Task to complete →
Going down the data below, set down exactly the line with "Give bounding boxes" and each line after it through the line with "List all labels, symbols"; no other lines.

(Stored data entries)
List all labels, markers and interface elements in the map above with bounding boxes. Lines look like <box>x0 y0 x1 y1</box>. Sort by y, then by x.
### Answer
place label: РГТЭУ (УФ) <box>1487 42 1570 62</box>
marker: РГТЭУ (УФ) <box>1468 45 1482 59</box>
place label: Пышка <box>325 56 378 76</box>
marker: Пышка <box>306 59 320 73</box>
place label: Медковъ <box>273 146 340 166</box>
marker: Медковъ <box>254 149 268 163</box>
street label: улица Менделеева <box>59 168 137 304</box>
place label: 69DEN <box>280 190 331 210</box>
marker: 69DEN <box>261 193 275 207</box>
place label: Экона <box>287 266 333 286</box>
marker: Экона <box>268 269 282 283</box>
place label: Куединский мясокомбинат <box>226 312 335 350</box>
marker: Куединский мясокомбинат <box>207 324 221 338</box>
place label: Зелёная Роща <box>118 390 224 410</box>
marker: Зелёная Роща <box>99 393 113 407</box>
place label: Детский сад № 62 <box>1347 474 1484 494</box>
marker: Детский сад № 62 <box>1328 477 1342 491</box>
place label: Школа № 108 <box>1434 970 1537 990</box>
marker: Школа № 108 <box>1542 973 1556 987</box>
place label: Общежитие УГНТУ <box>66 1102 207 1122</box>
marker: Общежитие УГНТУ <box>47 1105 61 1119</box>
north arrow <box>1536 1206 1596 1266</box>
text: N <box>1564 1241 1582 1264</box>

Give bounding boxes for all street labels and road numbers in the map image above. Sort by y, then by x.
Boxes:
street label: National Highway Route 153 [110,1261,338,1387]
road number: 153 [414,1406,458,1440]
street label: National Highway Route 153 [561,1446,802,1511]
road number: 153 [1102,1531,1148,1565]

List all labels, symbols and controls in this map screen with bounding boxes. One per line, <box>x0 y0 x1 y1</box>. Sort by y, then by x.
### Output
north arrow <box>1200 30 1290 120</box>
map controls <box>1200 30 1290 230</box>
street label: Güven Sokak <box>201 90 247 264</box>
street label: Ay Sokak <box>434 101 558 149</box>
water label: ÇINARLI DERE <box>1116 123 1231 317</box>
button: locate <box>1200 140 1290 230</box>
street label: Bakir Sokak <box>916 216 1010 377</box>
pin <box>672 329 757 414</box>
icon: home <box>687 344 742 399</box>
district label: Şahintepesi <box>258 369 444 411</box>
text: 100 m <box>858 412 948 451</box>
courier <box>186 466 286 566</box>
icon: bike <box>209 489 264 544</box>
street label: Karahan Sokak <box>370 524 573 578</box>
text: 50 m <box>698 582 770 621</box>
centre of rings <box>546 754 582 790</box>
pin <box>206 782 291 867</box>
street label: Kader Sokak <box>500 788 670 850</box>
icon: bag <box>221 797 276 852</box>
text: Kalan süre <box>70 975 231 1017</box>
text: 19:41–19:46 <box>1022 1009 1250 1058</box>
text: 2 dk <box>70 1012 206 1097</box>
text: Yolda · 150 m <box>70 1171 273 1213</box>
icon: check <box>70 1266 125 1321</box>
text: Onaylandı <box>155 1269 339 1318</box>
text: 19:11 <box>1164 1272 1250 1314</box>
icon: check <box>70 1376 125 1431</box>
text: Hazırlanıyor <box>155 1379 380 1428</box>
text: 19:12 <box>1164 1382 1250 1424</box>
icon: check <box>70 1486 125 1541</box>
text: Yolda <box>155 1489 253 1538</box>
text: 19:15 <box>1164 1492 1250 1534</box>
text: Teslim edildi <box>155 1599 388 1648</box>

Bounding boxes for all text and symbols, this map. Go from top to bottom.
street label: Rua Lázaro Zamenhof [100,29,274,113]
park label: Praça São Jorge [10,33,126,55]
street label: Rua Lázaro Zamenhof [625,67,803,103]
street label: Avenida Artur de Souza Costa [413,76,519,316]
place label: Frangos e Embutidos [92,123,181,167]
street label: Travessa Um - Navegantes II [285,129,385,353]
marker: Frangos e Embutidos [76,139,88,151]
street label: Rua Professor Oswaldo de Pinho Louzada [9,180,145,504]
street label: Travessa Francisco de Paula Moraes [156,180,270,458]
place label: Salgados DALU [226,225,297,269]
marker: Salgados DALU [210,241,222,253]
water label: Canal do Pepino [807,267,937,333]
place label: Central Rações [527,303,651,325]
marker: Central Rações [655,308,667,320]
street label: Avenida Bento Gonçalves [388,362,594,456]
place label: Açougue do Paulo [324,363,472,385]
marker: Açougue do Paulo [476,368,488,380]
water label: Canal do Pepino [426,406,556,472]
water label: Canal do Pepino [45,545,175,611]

Solved exercise →
Give bounding boxes for all street labels and road numbers in the map image above. Sort by y, then by x.
Boxes:
street label: National Highway Route 153 [110,1261,338,1387]
road number: 153 [414,1406,458,1440]
street label: National Highway Route 153 [561,1446,802,1511]
road number: 153 [1102,1531,1148,1565]

List all labels, symbols and controls in this map screen with bounding boxes. One per line, <box>x0 y0 x1 y1</box>. Sort by y, then by x.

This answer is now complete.